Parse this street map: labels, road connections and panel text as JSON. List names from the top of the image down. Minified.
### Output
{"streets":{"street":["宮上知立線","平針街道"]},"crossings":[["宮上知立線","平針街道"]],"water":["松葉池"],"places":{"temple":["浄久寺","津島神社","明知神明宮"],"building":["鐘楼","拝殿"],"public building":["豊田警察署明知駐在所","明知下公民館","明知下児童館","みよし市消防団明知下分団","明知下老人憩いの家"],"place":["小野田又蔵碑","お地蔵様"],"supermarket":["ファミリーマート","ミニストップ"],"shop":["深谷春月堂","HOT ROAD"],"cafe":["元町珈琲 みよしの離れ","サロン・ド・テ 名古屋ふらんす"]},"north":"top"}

▶ TRY IT
In full and without alteration, write out the data above.

▶ RESULT OF THIS EXERCISE
Parse this street map: labels, road connections and panel text as JSON. List names from the top of the image down. Minified.
### Output
{"streets":{"street":["宮上知立線","平針街道"]},"crossings":[["宮上知立線","平針街道"]],"water":["松葉池"],"places":{"temple":["浄久寺","津島神社","明知神明宮"],"building":["鐘楼","拝殿"],"public building":["豊田警察署明知駐在所","明知下公民館","明知下児童館","みよし市消防団明知下分団","明知下老人憩いの家"],"place":["小野田又蔵碑","お地蔵様"],"supermarket":["ファミリーマート","ミニストップ"],"shop":["深谷春月堂","HOT ROAD"],"cafe":["元町珈琲 みよしの離れ","サロン・ド・テ 名古屋ふらんす"]},"north":"top"}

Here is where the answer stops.